This document includes two parts. The first part explains the design decision of ``@basic_unit`` and ``serializer``. The second part is the tutorial of how to write a model space with mutators.
``@basic_unit`` and ``serializer``
----------------------------------
.. _serializer:
``@basic_unit`` and ``serialize`` can be viewed as some kind of serializer. They are designed for making the whole model (including training) serializable to be executed on another process or machine.
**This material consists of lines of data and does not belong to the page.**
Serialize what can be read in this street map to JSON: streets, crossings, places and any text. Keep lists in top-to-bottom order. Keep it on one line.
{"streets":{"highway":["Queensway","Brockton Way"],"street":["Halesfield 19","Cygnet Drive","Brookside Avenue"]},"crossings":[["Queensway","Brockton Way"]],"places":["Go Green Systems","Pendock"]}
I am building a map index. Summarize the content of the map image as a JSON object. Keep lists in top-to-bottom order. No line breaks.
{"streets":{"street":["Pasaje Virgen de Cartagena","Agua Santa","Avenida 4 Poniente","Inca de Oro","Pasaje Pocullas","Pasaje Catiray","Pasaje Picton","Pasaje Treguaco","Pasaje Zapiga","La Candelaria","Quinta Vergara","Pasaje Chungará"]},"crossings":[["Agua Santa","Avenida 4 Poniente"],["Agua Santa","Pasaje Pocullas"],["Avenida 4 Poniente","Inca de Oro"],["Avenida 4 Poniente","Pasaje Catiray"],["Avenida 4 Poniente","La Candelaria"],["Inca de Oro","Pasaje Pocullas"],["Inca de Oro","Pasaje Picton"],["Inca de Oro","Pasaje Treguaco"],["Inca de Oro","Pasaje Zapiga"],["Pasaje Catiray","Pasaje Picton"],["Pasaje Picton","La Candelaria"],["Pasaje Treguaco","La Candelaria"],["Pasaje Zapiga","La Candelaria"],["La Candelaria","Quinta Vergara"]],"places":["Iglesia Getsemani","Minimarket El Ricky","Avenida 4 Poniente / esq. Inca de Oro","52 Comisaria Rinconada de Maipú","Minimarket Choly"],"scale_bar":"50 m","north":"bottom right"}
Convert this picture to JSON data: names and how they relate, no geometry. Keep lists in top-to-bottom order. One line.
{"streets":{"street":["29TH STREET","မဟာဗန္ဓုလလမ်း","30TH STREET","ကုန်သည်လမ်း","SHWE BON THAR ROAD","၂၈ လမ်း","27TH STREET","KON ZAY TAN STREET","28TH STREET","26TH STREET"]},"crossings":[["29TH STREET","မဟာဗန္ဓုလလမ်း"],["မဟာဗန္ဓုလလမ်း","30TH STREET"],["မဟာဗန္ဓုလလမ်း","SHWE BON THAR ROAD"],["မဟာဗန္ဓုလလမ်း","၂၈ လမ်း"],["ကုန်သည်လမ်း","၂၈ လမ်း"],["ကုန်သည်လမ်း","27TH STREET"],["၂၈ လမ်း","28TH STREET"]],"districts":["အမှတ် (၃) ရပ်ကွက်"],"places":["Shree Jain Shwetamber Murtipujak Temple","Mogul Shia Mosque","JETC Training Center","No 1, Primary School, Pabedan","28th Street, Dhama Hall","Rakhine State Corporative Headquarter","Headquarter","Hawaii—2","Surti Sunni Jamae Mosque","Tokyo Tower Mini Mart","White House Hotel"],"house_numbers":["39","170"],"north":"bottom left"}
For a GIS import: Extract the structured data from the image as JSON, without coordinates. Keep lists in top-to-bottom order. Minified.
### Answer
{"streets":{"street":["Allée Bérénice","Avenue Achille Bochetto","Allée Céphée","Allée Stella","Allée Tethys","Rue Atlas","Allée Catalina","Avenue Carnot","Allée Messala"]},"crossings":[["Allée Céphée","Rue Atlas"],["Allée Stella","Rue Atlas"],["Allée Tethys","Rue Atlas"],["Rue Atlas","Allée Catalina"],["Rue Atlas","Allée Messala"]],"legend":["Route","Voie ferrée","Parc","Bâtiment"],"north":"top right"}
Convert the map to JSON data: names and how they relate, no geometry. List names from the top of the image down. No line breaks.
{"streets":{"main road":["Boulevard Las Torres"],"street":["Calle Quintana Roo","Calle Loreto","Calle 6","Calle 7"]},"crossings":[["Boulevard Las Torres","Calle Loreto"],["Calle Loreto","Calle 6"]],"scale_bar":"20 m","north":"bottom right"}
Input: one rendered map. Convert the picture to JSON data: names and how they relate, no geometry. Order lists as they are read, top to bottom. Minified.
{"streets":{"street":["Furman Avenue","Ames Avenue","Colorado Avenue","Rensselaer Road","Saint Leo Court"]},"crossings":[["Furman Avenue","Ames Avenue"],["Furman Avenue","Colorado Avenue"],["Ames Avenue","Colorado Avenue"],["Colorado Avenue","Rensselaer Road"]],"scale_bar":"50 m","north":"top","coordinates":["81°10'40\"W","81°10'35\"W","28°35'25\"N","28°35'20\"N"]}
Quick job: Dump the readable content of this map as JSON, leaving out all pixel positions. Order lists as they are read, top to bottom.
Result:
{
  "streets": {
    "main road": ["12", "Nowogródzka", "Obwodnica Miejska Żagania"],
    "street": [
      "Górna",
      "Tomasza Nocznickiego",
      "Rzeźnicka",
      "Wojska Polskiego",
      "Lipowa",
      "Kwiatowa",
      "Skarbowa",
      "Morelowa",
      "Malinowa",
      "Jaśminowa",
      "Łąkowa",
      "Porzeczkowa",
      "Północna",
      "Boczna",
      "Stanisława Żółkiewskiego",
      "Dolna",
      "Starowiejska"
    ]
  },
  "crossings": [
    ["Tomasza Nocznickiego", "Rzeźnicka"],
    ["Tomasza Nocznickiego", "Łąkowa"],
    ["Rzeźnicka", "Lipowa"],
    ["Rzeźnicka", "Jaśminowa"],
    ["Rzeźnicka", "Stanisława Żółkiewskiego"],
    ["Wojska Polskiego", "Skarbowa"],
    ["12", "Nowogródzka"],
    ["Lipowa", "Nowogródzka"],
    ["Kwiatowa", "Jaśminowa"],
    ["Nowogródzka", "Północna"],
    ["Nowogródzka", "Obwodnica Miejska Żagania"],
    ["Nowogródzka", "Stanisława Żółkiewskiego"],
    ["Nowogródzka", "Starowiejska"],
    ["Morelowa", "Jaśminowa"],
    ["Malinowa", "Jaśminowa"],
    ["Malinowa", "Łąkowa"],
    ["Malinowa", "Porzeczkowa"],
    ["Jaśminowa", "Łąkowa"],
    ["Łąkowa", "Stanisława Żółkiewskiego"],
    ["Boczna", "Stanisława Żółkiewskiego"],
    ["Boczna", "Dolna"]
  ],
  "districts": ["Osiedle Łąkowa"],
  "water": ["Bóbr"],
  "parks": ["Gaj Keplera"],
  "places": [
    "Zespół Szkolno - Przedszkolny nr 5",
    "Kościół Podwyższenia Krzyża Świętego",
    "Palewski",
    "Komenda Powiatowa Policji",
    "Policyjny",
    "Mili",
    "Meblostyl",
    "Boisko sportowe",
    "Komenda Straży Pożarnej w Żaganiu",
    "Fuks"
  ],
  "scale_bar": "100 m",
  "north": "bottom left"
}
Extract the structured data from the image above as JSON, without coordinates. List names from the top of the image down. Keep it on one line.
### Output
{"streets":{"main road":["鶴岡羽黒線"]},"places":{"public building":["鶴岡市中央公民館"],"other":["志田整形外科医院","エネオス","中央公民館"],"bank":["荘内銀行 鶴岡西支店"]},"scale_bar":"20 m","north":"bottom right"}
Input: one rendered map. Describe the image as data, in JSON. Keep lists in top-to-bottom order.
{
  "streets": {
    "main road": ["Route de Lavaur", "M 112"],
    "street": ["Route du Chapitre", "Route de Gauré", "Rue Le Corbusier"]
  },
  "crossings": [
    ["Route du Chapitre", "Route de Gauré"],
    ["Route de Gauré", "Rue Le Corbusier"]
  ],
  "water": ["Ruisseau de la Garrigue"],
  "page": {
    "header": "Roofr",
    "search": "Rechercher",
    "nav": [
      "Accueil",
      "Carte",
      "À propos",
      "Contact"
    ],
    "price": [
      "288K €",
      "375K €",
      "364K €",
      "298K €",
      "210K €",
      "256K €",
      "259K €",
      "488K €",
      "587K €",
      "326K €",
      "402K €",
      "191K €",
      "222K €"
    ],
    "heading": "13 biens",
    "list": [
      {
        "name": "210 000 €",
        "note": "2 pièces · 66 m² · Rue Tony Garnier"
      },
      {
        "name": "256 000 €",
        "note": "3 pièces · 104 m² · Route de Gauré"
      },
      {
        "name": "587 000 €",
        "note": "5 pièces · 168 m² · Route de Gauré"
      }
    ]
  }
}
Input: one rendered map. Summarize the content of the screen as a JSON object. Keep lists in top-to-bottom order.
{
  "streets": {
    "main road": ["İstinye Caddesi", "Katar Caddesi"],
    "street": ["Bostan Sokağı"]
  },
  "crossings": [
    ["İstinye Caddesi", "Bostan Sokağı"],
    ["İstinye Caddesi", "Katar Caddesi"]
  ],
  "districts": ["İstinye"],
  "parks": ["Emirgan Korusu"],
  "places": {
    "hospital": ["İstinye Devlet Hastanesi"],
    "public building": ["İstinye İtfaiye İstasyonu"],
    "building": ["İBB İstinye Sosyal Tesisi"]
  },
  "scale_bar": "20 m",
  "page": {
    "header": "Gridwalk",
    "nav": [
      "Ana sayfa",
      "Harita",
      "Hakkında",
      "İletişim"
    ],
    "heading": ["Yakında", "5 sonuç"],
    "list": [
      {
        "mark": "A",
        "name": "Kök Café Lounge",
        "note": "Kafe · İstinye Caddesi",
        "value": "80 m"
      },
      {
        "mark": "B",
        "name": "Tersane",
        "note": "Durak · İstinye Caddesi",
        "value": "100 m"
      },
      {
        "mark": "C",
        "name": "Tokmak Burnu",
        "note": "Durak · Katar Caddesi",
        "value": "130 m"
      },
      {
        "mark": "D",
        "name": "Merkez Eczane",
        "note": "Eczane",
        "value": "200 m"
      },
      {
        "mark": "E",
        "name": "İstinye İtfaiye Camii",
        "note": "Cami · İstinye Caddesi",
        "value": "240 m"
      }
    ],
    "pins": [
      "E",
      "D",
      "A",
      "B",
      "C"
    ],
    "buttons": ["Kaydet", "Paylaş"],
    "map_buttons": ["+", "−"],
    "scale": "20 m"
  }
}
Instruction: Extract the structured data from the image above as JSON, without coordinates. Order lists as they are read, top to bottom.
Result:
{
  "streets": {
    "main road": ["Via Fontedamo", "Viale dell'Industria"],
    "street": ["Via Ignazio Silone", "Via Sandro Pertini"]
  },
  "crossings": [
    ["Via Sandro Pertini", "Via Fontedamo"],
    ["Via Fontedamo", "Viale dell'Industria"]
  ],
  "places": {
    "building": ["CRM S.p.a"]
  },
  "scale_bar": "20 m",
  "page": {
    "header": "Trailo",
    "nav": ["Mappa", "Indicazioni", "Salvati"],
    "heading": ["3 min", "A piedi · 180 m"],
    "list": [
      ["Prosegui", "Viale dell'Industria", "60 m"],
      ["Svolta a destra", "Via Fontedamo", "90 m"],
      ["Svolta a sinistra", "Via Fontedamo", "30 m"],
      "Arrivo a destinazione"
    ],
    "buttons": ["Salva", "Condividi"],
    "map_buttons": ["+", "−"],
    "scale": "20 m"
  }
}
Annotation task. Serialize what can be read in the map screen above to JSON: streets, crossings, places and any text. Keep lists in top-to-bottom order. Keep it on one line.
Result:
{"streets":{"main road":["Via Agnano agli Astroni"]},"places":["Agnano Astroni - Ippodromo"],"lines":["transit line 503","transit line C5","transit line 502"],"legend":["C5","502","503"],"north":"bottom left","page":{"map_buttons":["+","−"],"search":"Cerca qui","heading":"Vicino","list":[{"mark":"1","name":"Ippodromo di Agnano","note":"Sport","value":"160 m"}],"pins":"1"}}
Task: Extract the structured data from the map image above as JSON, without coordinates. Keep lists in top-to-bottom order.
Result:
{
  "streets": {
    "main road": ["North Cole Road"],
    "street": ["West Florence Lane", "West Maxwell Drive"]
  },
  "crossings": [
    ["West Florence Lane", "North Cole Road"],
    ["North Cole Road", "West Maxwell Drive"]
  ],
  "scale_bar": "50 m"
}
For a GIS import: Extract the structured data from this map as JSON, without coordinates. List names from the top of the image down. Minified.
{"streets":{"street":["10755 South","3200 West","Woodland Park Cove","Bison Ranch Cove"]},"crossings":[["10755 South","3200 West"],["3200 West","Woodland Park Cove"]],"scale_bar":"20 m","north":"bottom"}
**@basic_unit** annotates that a module is a basic unit, i.e, no need to understand the details of this module. The effect is that it prevents Retiarii to parse this module. To understand this, we first briefly explain how Retiarii works: it converts user-defined model to a graph representation (called graph IR) using `TorchScript <https://pytorch.org/docs/stable/jit.html>`__, each instantiated module in the model is converted to a subgraph. Then mutations are applied to the graph to generate new graphs. Each new graph is then converted back to PyTorch code and executed. ``@basic_unit`` here means the module will not be converted to a subgraph, instead, it is converted to a single graph node as a basic unit. That is, the module will not be unfolded anymore. When the module is not unfolded, mutations on initialization parameters of this module becomes easier.
``@basic_unit`` is usually used in the following cases:
* When users want to tune initialization parameters of a module using ``ValueChoice``, then decorate the module with ``@basic_unit``. For example, ``self.conv = MyConv(kernel_size=nn.ValueChoice([1, 3, 5]))``, here ``MyConv`` should be decorated.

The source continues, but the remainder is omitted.